DATA SUPPLIED Block Start
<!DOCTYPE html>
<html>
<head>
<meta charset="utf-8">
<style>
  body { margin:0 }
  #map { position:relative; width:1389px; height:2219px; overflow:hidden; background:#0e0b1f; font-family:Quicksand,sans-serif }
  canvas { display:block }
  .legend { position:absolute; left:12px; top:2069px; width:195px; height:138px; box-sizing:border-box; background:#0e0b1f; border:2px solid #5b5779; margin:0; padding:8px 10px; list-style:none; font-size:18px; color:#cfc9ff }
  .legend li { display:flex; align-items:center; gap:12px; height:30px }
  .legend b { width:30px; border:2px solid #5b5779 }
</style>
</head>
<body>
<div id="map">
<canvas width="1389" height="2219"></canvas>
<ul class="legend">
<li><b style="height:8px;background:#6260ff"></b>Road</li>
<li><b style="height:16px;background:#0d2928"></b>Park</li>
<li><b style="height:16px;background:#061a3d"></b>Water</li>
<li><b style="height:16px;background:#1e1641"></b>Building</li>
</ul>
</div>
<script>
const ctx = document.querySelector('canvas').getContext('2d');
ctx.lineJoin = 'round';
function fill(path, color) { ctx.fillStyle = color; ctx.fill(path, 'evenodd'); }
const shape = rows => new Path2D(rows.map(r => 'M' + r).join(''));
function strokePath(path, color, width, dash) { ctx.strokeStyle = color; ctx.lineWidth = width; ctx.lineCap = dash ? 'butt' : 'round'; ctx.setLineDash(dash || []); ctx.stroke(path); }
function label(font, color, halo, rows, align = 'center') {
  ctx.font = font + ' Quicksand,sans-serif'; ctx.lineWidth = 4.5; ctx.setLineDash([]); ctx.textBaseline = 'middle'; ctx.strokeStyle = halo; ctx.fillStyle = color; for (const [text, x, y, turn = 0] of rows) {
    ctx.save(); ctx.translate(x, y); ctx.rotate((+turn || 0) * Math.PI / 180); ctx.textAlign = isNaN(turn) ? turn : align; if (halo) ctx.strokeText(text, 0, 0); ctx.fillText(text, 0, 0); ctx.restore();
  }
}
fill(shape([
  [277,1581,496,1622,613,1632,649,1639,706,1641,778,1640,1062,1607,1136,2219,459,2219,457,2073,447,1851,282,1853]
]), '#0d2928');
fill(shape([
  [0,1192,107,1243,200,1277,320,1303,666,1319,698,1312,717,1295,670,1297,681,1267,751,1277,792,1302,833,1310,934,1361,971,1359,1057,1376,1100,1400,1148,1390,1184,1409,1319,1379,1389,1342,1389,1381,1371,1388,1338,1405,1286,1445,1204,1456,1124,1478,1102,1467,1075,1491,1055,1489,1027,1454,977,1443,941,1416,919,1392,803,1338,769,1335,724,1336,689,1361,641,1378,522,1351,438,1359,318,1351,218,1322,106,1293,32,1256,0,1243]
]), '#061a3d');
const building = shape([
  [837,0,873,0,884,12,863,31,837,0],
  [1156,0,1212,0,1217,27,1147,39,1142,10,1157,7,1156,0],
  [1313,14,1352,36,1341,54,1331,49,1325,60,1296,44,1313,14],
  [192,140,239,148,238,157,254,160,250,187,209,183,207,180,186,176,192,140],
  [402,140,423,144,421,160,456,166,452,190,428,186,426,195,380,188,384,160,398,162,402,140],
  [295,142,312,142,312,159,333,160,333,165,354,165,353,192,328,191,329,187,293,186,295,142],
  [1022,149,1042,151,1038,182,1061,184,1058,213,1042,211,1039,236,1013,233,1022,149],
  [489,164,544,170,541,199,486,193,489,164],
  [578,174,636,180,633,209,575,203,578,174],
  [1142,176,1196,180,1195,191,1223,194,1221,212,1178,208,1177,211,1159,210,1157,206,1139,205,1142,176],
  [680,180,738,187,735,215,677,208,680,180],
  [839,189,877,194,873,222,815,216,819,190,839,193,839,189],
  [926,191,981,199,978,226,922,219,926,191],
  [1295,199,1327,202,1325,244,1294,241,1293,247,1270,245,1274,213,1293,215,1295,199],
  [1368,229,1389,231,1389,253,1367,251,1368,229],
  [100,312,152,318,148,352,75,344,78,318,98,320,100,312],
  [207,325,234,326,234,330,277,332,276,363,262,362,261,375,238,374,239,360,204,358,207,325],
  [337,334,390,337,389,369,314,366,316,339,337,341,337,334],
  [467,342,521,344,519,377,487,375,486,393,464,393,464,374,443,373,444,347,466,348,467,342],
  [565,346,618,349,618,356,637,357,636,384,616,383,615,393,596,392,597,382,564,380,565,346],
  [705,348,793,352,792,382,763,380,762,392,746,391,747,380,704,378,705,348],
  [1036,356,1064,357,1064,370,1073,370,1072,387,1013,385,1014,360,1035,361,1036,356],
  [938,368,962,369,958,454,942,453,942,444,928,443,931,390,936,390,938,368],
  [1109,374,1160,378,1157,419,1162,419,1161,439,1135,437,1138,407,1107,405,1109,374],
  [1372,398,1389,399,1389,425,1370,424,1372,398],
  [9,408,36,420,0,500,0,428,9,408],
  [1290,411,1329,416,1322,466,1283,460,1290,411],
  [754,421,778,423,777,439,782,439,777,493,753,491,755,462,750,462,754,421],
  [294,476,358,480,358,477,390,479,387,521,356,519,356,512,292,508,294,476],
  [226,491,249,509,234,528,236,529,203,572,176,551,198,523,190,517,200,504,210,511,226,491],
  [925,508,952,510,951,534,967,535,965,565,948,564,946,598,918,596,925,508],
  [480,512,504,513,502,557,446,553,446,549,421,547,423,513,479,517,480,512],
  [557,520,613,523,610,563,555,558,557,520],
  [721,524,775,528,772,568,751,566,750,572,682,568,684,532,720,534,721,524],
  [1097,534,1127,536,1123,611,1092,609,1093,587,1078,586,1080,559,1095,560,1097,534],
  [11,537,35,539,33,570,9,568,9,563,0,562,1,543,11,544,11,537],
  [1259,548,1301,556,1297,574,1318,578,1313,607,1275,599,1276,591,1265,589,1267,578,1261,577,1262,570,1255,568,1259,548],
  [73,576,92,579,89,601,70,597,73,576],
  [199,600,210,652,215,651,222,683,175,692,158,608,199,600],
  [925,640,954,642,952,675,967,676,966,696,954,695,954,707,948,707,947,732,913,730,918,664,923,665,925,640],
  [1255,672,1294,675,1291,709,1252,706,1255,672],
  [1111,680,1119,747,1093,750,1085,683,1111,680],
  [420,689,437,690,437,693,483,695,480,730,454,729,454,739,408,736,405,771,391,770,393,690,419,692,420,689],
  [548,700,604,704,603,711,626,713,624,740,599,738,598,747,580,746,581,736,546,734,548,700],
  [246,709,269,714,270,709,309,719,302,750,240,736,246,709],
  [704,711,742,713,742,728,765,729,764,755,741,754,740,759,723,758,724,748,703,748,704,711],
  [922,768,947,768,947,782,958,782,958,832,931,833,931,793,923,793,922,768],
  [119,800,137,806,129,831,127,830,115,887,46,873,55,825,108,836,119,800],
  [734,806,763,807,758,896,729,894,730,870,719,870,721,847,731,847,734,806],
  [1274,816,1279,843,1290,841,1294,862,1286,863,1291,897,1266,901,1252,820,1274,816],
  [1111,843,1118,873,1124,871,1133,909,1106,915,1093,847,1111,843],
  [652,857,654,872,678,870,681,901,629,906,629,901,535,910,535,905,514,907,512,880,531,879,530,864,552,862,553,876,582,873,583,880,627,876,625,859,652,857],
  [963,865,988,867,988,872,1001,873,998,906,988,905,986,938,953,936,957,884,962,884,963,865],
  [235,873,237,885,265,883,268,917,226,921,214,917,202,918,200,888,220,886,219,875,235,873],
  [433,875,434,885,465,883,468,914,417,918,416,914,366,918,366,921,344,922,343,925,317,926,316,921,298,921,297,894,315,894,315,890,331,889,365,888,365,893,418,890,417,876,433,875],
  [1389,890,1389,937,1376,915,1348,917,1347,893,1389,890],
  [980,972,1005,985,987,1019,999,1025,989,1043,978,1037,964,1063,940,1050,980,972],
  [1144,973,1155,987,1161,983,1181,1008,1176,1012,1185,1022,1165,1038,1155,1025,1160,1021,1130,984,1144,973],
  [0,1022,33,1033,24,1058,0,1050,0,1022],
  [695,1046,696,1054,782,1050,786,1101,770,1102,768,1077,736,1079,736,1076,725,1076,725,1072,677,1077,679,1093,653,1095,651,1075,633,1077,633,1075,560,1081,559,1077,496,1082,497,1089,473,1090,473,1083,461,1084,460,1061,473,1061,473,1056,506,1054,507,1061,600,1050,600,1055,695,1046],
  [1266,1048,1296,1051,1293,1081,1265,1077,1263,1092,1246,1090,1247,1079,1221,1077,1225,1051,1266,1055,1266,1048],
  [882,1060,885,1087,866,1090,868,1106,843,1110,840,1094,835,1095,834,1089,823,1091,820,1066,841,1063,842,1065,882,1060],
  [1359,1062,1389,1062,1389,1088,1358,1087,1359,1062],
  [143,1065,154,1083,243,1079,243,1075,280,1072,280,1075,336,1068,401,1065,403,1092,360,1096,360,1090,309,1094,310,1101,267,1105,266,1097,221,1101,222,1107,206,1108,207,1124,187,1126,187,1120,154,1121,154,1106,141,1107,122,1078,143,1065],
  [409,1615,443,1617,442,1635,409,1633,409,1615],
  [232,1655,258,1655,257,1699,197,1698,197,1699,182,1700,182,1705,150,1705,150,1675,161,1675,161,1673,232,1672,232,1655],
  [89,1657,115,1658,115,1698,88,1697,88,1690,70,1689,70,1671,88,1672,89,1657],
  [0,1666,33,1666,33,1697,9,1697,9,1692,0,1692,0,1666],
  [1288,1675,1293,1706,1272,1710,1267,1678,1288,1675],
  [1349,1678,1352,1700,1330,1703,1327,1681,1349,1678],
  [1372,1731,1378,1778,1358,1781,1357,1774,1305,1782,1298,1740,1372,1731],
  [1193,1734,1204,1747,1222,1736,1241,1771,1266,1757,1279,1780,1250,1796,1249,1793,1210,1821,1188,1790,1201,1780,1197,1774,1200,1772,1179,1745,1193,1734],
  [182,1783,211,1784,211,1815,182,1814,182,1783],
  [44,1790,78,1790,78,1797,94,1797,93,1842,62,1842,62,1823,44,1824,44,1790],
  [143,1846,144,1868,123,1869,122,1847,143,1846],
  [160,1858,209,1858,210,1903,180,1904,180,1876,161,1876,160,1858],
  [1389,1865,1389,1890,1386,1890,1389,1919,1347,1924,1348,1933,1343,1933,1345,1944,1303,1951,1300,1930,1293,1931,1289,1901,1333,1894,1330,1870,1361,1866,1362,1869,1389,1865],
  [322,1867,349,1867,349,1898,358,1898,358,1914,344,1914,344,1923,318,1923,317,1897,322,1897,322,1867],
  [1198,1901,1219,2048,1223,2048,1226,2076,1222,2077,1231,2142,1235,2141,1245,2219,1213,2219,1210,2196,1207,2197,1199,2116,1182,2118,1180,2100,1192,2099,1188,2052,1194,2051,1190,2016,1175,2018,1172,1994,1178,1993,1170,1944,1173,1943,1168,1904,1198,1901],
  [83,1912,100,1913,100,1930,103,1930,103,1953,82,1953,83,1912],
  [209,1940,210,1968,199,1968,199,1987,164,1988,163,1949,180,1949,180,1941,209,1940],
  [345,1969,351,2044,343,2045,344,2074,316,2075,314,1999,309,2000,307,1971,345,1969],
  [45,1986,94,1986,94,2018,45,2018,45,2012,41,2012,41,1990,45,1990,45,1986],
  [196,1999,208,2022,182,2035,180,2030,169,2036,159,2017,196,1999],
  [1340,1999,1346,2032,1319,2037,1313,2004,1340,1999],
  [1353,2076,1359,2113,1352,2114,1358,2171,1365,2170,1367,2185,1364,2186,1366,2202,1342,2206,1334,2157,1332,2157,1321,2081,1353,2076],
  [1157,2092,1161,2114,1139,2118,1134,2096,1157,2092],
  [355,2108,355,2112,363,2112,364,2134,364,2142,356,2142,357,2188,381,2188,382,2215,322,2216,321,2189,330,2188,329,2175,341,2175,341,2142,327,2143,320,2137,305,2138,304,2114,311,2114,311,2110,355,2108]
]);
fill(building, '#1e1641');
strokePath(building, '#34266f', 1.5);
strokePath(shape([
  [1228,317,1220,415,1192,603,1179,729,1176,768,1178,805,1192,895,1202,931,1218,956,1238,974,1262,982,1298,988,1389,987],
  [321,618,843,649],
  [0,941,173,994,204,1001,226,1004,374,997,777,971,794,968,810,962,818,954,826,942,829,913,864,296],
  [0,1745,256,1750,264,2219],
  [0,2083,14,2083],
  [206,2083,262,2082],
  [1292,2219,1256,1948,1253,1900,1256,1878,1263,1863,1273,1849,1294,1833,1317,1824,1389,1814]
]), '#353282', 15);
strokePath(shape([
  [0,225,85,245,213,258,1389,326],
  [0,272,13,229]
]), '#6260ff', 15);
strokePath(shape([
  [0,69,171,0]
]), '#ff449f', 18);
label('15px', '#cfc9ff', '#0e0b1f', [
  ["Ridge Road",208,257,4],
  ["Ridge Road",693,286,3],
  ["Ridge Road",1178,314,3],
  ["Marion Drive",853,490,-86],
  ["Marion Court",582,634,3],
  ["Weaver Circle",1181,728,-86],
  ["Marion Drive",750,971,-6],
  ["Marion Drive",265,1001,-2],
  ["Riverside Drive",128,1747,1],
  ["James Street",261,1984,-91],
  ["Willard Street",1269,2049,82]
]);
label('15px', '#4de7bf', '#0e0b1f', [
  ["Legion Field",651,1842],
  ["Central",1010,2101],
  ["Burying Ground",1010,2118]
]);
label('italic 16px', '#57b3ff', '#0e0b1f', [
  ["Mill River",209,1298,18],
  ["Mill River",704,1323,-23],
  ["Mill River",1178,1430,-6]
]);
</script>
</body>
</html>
DATA SUPPLIED Block End
▶ _TASK_
Starting with the first line of the records, repeat every line up to and including the one containing "position:absolute; left:12px; top:2069px;", and nothing else.

▶ _RESULT OF THE EXERCISE_
<!DOCTYPE html>
<html>
<head>
<meta charset="utf-8">
<style>
  body { margin:0 }
  #map { position:relative; width:1389px; height:2219px; overflow:hidden; background:#0e0b1f; font-family:Quicksand,sans-serif }
  canvas { display:block }
  .legend { position:absolute; left:12px; top:2069px; width:195px; height:138px; box-sizing:border-box; background:#0e0b1f; border:2px solid #5b5779; margin:0; padding:8px 10px; list-style:none; font-size:18px; color:#cfc9ff }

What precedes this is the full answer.